Ecuadorian Immigrant Challenges My Words
“The corruption was so bad…I couldn’t handle it anymore,” he told me when I asked why he left. He sold his printing business there as he went on to invent himself in a new life in northern California. With a job in hand working as a supervisor for a construction company, Boris (yes, he had a Russian name) felt like he was not really taking a risk.
“How do you pick up and create a new life…leave everything behind,” I asked him. “You’ve got to be incredibly courageous,” I offered.
He smiled, met my eyes directly and, with customary modesty, told me I was wrong: “No, I’m not courageous: I got on a plane with my family…the people who are courageous, the ones who travel on foot through Mexico to get to the United States, those are the courageous ones.

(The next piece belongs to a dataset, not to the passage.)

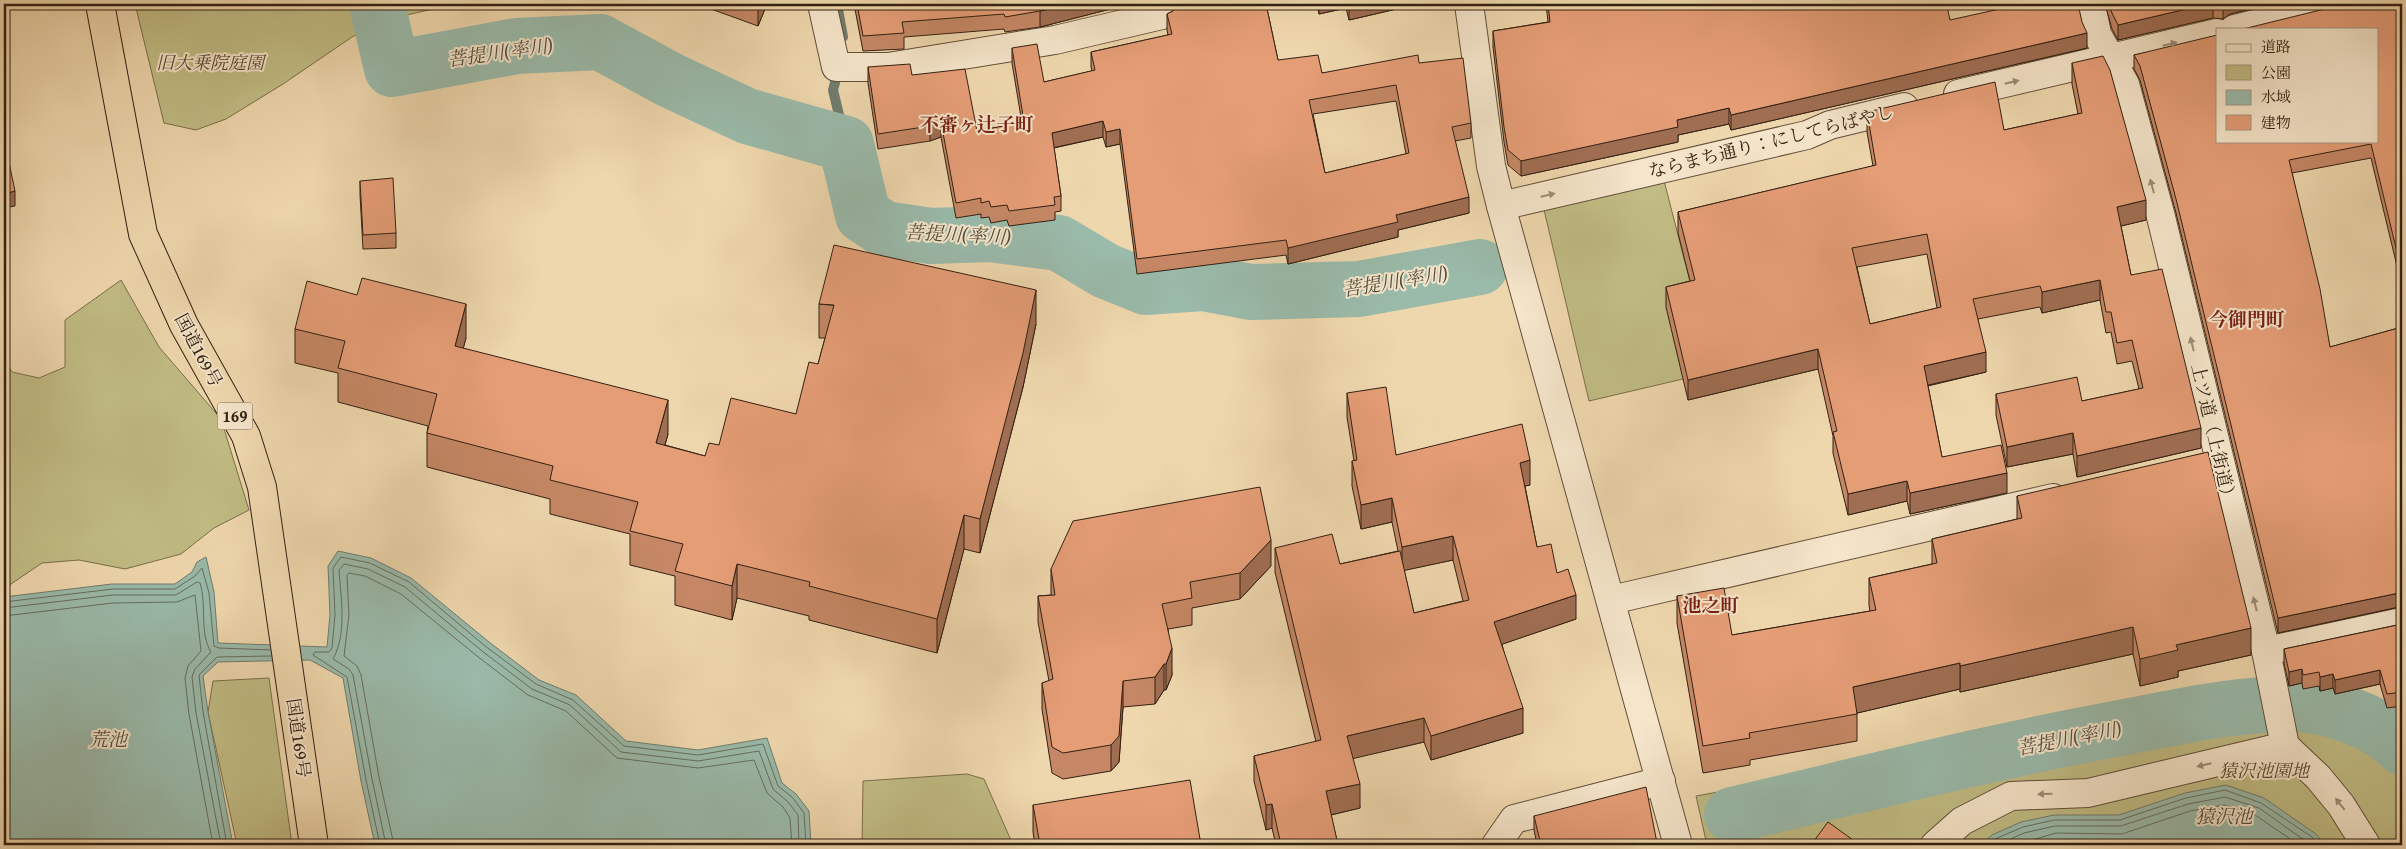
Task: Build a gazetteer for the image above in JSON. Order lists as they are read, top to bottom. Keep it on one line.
{"streets":{"highway":["国道169号","169"],"street":["ならまち通り：にしてらばやし","上ツ道（上街道）"]},"crossings":[["ならまち通り：にしてらばやし","上ツ道（上街道）"]],"one_way":["ならまち通り：にしてらばやし","上ツ道（上街道）"],"districts":["不審ヶ辻子町","今御門町","池之町"],"water":["菩提川(率川)","荒池","猿沢池"],"parks":["旧大乗院庭園","猿沢池園地"],"legend":["道路","公園","水域","建物"]}
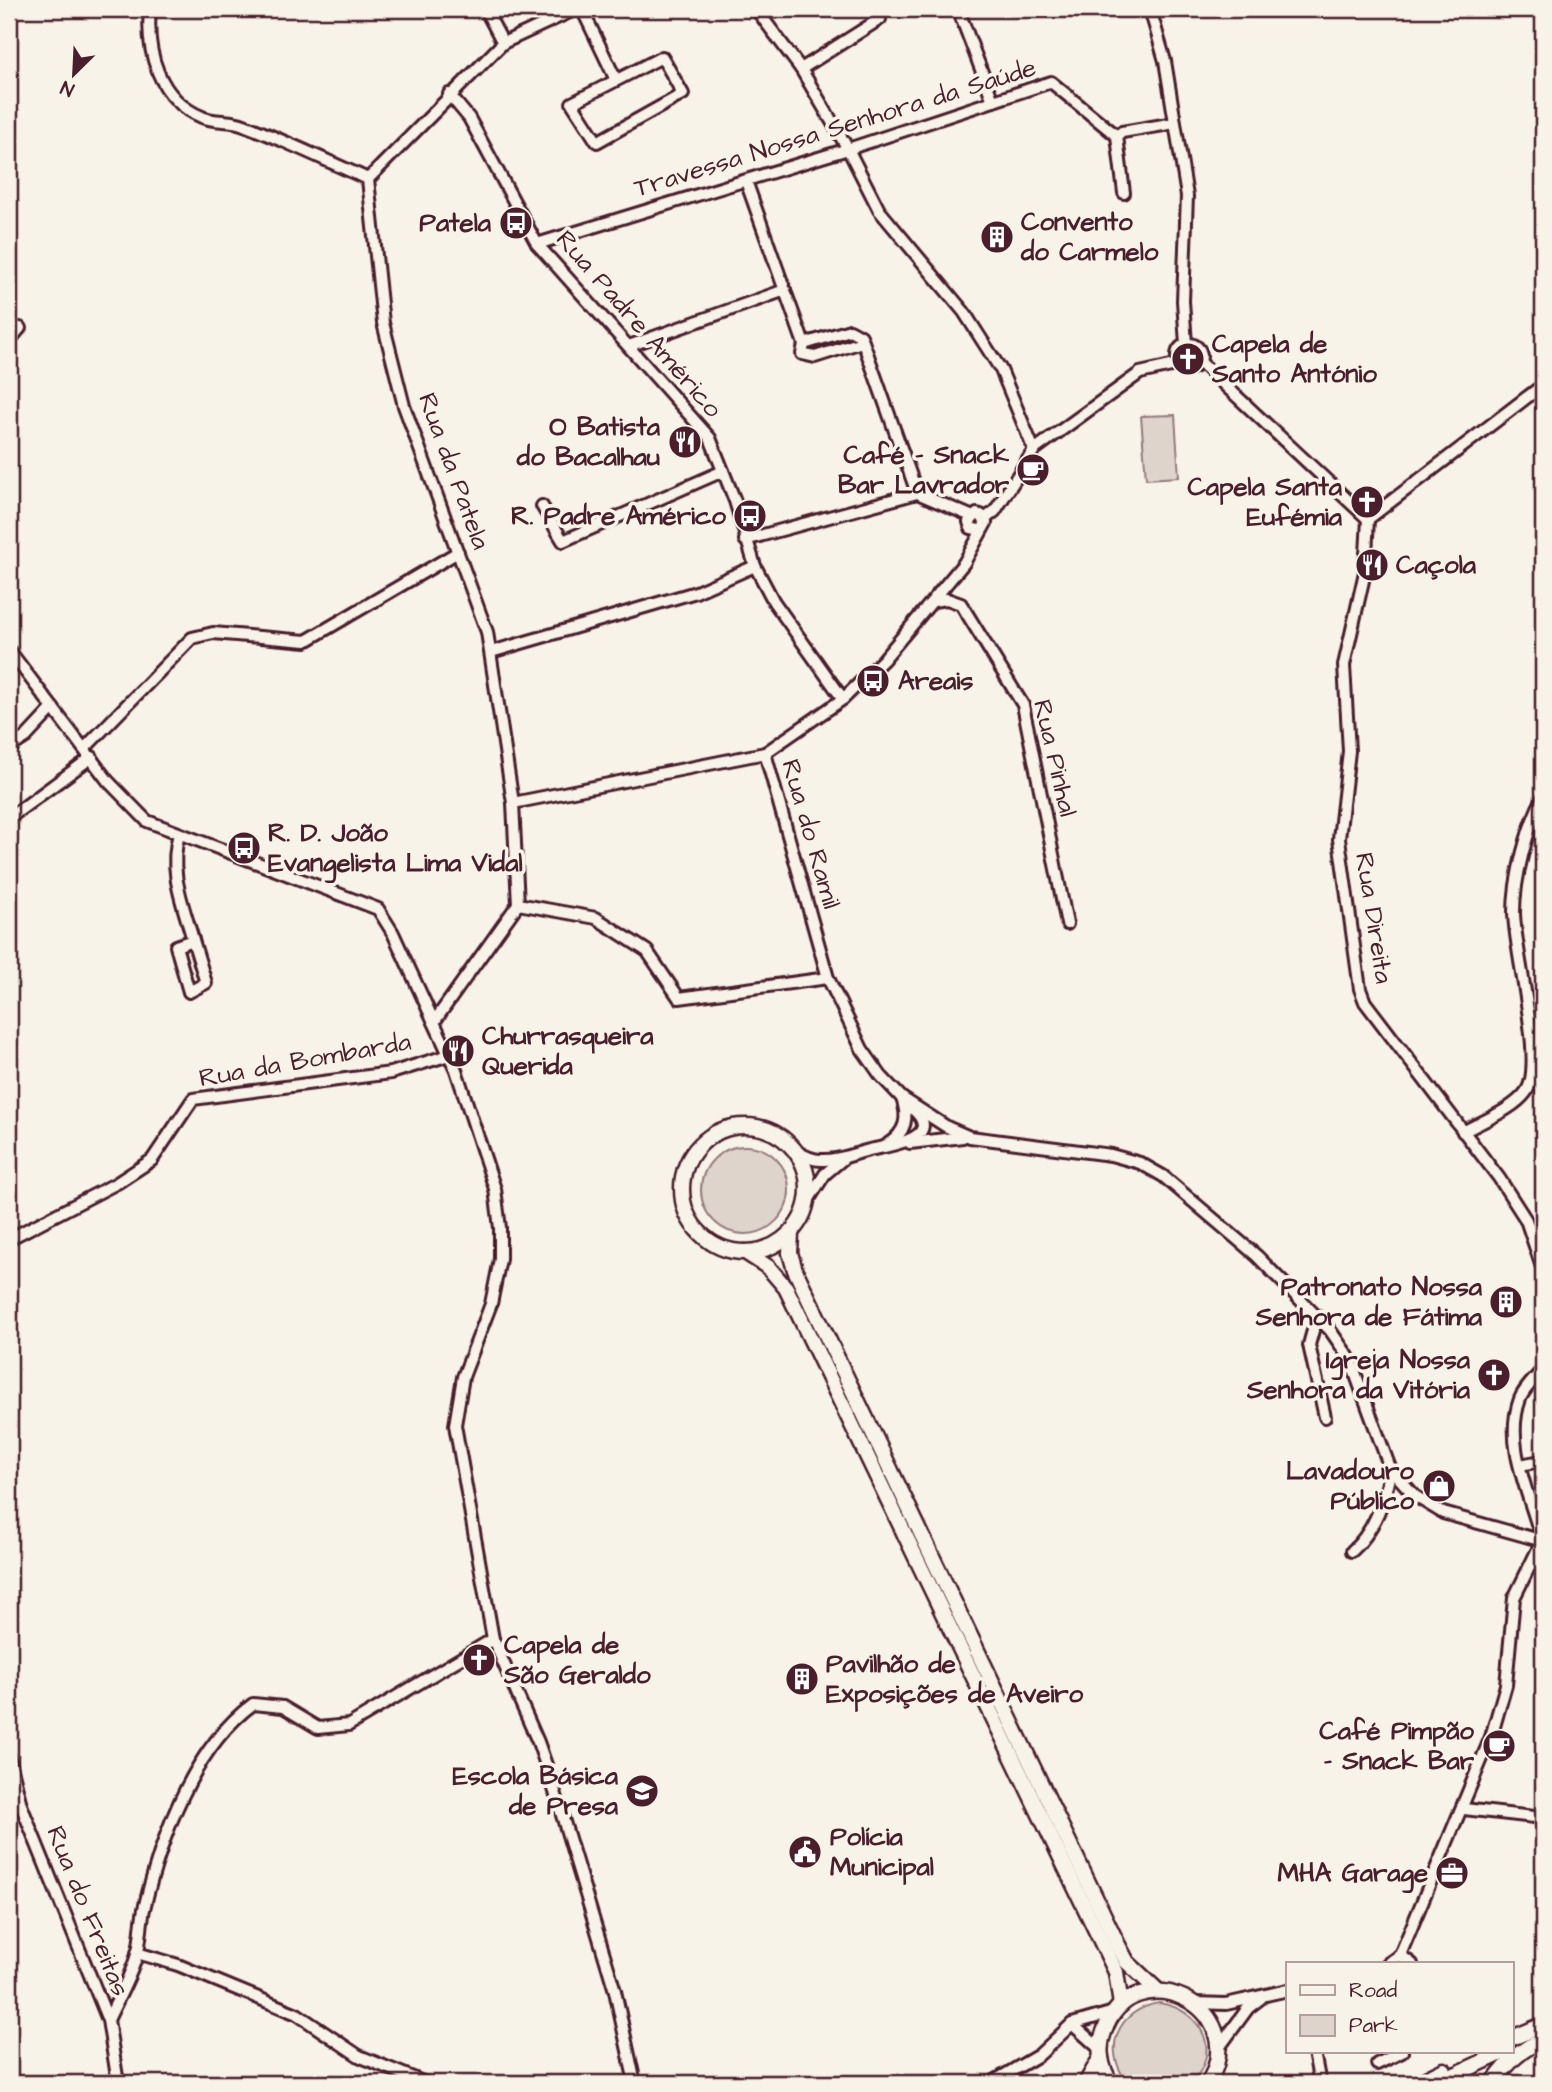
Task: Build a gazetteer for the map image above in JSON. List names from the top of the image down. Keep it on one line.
{"streets":{"street":["Travessa Nossa Senhora da Saúde","Rua Padre Américo","Rua da Patela","Rua Pinhal","Rua do Ramil","Rua Direita","Rua da Bombarda","Rua do Freitas"]},"crossings":[["Travessa Nossa Senhora da Saúde","Rua Padre Américo"],["Rua Padre Américo","Rua do Ramil"],["Rua Pinhal","Rua do Ramil"]],"places":{"bus stop":["Patela","R. Padre Américo","Areais","R. D. João Evangelista Lima Vidal"],"building":["Convento do Carmelo","Patronato Nossa Senhora de Fátima","Pavilhão de Exposições de Aveiro"],"church":["Capela de Santo António","Capela Santa Eufémia","Igreja Nossa Senhora da Vitória","Capela de São Geraldo"],"restaurant":["O Batista do Bacalhau","Caçola","Churrasqueira Querida"],"cafe":["Café - Snack Bar Lavrador","Café Pimpão - Snack Bar"],"shop":["Lavadouro Público"],"school or university":["Escola Básica de Presa"],"public building":["Polícia Municipal"],"office":["MHA Garage"]},"legend":["Road","Park"],"north":"bottom left"}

In Spanish, we don’t use the word ‘coraje’ much; instead we use the word ‘valiente.'”
His accent was thick but his smile was genuine. “Valiant,” I thought: a word that rarely gets used in the English of the U.S. He had me smiling, too.
It made me think about writing this blog post: is it courageous to choose divorce? Or, is it valiant? The dictionary provides definitions that include “stout-hearted, brave.”
So, this isn’t just rhetorical: I have an answer to my own questions (for once!). Yes, to get divorced is courageous. To stay married is courageous. To get married, in the first place, is valiant.